Records from a collection:

○ ○ ○ ○ ○ ○ ○

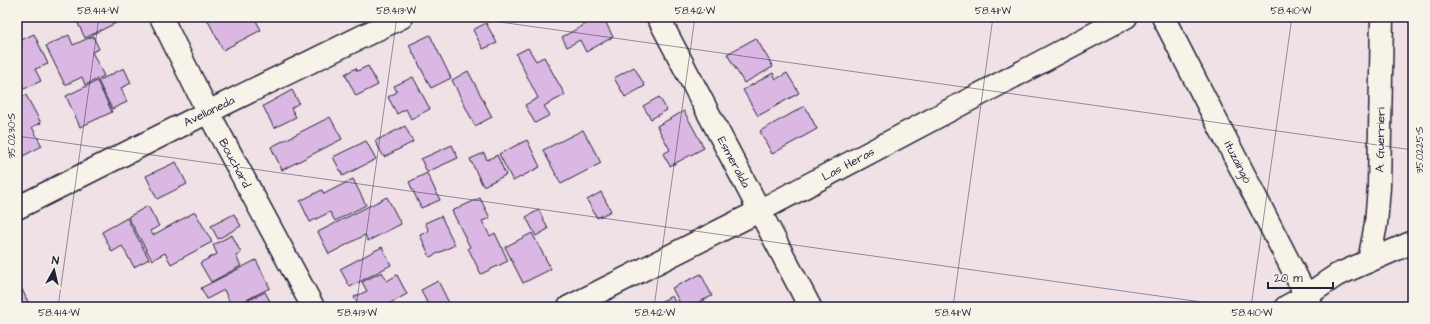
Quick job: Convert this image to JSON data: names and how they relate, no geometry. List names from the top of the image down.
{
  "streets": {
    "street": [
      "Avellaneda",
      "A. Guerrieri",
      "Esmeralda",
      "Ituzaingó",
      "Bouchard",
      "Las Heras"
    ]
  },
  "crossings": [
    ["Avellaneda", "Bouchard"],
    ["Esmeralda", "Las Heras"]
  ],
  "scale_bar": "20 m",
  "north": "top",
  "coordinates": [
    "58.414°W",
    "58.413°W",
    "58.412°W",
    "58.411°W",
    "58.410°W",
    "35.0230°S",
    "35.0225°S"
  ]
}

○ ○ ○ ○ ○ ○ ○

EXERCISE: Your task is to set down the records shown above exactly, minus any pictures.

ANSWER BOX:
Quick job: Convert this image to JSON data: names and how they relate, no geometry. List names from the top of the image down.
{
  "streets": {
    "street": [
      "Avellaneda",
      "A. Guerrieri",
      "Esmeralda",
      "Ituzaingó",
      "Bouchard",
      "Las Heras"
    ]
  },
  "crossings": [
    ["Avellaneda", "Bouchard"],
    ["Esmeralda", "Las Heras"]
  ],
  "scale_bar": "20 m",
  "north": "top",
  "coordinates": [
    "58.414°W",
    "58.413°W",
    "58.412°W",
    "58.411°W",
    "58.410°W",
    "35.0230°S",
    "35.0225°S"
  ]
}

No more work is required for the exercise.